→ Task brief: Among the records that follow, how many lines include the string "service"? Only the number is wanted.

[Saved data entries]
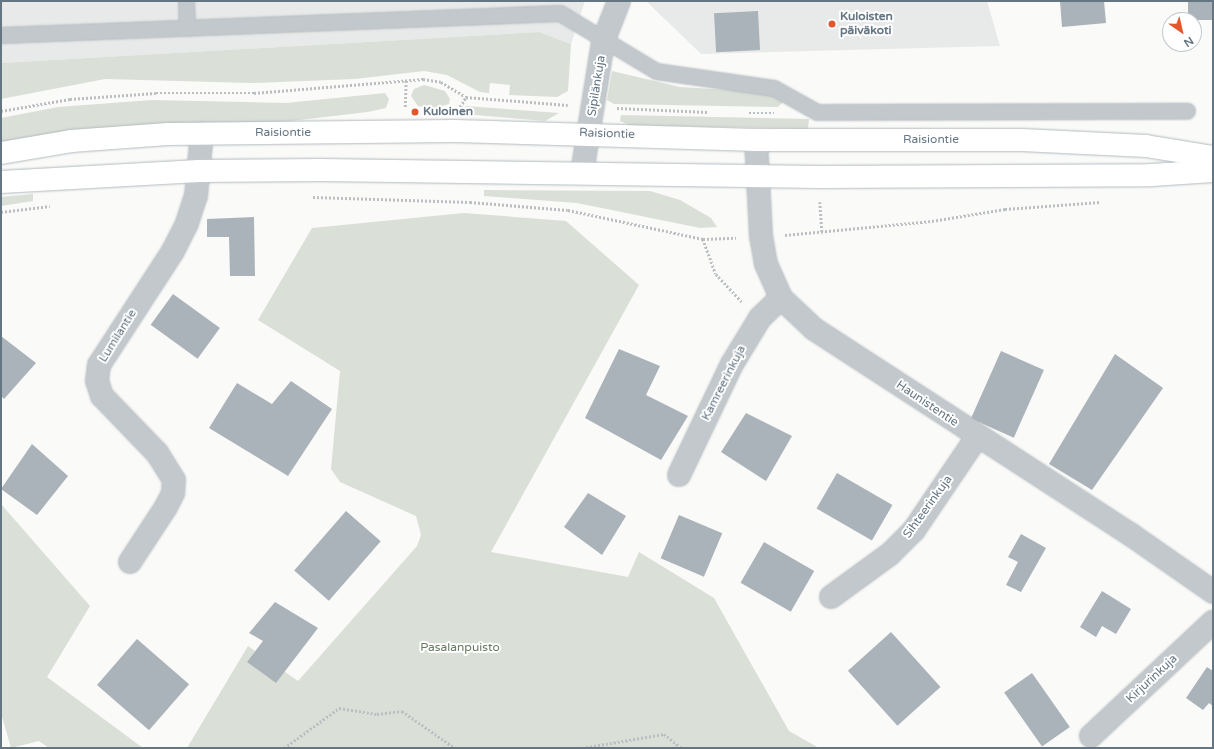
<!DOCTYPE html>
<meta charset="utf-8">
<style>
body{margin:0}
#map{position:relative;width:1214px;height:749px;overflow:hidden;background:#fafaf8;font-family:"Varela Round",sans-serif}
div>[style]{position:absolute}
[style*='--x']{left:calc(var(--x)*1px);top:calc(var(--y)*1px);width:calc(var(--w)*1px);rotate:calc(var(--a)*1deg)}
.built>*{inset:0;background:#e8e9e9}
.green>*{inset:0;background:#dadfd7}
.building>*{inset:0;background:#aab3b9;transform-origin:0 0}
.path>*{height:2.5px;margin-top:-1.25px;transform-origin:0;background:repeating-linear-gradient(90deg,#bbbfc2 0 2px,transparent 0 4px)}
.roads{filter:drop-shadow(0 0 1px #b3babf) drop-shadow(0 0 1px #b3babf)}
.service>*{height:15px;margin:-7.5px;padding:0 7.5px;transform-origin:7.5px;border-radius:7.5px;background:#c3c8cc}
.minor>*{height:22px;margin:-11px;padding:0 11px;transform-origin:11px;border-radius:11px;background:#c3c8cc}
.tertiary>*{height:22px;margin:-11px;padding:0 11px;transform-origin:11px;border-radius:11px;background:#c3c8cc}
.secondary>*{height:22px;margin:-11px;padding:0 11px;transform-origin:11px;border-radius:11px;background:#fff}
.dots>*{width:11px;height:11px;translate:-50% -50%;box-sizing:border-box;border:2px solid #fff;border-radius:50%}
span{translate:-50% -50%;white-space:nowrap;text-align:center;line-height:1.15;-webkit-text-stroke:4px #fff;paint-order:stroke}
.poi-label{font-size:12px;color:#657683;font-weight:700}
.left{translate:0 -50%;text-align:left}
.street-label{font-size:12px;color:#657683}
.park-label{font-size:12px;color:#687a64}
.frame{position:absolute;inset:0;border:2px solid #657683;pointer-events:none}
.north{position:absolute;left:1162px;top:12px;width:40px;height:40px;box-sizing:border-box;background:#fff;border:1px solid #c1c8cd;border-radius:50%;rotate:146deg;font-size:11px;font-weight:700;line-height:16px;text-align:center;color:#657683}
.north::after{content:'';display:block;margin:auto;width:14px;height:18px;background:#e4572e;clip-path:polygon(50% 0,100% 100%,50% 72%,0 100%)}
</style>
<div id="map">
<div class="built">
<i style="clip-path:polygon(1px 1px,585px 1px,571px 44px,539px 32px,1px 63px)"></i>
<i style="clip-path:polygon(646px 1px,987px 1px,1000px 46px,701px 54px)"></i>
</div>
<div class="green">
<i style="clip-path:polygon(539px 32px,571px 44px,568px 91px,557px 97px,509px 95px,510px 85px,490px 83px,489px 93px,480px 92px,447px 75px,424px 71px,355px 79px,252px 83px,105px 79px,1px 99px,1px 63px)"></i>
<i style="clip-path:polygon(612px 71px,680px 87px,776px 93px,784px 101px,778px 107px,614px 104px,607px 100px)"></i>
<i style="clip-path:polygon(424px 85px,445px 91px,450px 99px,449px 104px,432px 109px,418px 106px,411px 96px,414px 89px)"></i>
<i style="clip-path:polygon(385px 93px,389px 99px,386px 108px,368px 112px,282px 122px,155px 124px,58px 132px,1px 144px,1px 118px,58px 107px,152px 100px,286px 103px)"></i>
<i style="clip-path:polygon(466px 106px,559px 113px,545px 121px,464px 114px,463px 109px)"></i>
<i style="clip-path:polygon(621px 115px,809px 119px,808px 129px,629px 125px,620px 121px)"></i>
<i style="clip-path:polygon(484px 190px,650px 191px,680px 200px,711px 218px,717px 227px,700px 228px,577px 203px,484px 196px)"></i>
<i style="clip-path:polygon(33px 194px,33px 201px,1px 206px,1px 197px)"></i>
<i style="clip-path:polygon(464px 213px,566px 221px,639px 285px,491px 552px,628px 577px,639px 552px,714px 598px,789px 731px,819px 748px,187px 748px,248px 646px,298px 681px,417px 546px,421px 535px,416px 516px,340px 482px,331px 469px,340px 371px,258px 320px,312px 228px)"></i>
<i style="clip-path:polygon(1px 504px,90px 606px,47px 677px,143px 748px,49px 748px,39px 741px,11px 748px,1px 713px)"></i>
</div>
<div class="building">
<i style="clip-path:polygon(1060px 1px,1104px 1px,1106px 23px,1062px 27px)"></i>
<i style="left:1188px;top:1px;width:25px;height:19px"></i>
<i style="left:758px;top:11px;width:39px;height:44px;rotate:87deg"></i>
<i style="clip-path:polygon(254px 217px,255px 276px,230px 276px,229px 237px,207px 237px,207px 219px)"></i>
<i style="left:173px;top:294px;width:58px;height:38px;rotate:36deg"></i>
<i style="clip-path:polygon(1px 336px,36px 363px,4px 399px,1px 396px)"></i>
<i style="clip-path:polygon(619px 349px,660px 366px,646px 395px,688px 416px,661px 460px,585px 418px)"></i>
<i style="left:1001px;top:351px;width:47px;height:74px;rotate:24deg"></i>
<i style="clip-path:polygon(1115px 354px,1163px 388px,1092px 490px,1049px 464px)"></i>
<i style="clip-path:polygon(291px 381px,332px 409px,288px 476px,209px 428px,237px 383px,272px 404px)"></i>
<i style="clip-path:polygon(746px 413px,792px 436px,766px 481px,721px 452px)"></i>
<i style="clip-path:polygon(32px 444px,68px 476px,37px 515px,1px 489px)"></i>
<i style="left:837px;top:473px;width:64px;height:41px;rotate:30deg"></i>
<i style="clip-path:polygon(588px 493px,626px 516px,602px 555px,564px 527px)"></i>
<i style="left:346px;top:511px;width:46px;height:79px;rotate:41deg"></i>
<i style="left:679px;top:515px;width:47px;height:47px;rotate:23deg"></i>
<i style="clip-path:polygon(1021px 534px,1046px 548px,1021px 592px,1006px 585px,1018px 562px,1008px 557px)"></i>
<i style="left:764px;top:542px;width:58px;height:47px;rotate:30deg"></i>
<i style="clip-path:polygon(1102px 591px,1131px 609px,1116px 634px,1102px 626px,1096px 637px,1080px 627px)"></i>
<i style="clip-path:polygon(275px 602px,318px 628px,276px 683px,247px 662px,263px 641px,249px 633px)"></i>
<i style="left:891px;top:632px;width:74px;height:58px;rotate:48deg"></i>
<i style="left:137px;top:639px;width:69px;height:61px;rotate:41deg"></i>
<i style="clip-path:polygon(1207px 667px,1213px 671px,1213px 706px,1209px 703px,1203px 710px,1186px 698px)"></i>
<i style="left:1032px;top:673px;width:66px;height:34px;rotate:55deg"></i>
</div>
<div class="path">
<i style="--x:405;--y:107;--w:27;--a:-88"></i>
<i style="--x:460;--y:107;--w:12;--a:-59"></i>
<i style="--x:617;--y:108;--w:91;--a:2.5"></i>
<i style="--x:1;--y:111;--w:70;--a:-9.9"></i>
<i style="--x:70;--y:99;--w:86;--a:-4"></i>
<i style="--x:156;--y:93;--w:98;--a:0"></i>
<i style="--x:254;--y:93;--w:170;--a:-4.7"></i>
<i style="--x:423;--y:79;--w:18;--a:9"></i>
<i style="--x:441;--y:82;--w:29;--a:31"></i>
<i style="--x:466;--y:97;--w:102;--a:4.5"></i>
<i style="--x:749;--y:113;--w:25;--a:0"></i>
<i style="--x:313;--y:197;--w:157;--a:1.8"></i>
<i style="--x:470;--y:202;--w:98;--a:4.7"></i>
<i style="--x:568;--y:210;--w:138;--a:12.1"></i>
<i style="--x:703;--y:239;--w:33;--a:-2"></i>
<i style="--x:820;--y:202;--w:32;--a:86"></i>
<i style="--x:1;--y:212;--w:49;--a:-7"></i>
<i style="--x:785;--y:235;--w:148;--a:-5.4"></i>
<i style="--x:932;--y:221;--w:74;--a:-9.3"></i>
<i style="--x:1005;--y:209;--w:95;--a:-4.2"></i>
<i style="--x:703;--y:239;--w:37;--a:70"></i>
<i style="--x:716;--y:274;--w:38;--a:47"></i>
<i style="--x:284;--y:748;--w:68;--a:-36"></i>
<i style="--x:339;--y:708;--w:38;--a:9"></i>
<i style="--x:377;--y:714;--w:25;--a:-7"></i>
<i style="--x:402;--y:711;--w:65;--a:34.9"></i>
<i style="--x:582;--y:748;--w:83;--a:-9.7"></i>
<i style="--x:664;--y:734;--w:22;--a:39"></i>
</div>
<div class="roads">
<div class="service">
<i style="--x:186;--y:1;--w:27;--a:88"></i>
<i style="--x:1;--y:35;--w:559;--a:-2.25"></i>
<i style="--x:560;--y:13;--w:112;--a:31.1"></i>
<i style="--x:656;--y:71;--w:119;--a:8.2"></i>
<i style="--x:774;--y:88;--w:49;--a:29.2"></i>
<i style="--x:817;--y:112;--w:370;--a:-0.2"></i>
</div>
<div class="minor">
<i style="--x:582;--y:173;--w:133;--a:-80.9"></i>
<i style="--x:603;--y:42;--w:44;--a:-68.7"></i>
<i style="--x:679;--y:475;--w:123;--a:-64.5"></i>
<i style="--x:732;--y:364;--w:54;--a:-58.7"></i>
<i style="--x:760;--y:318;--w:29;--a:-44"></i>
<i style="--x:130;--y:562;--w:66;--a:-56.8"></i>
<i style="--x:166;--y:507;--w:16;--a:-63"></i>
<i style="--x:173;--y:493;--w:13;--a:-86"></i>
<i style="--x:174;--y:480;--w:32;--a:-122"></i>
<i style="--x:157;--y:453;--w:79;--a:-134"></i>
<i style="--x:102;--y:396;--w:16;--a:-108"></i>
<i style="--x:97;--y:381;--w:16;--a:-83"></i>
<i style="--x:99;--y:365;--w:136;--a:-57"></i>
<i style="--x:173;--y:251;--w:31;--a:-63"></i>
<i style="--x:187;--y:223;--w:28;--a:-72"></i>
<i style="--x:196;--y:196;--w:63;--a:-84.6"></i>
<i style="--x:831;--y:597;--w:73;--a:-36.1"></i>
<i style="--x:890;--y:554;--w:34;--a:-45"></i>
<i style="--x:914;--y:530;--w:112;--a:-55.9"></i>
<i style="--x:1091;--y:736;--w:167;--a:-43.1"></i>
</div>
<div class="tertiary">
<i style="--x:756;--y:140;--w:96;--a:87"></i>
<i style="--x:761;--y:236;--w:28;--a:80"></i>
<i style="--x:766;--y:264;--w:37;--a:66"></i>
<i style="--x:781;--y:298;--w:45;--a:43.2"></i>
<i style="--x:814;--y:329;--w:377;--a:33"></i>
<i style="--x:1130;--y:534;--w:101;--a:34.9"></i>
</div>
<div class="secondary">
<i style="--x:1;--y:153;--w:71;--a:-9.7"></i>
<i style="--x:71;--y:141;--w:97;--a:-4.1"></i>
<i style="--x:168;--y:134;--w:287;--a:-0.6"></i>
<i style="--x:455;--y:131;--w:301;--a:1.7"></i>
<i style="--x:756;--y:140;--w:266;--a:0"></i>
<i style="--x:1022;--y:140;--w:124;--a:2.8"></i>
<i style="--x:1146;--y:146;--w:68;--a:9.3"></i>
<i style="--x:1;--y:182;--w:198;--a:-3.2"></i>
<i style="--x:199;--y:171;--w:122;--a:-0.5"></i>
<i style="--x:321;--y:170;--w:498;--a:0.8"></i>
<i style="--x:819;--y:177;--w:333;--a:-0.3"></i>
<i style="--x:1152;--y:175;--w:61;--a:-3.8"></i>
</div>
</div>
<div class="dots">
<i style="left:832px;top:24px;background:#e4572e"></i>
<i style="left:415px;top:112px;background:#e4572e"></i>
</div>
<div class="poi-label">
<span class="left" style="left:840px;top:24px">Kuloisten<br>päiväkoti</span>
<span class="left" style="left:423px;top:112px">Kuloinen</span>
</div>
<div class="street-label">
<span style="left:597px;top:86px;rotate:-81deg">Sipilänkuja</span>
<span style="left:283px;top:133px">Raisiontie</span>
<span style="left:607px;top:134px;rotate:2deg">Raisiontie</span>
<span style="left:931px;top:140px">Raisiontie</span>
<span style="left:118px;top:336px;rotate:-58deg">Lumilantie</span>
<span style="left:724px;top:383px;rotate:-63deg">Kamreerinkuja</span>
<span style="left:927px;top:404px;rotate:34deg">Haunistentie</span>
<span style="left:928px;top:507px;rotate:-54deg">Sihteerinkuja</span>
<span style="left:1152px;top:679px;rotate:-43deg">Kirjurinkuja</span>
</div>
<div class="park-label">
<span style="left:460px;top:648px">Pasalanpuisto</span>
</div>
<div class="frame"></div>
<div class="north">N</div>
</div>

→ Output for this exercise: 2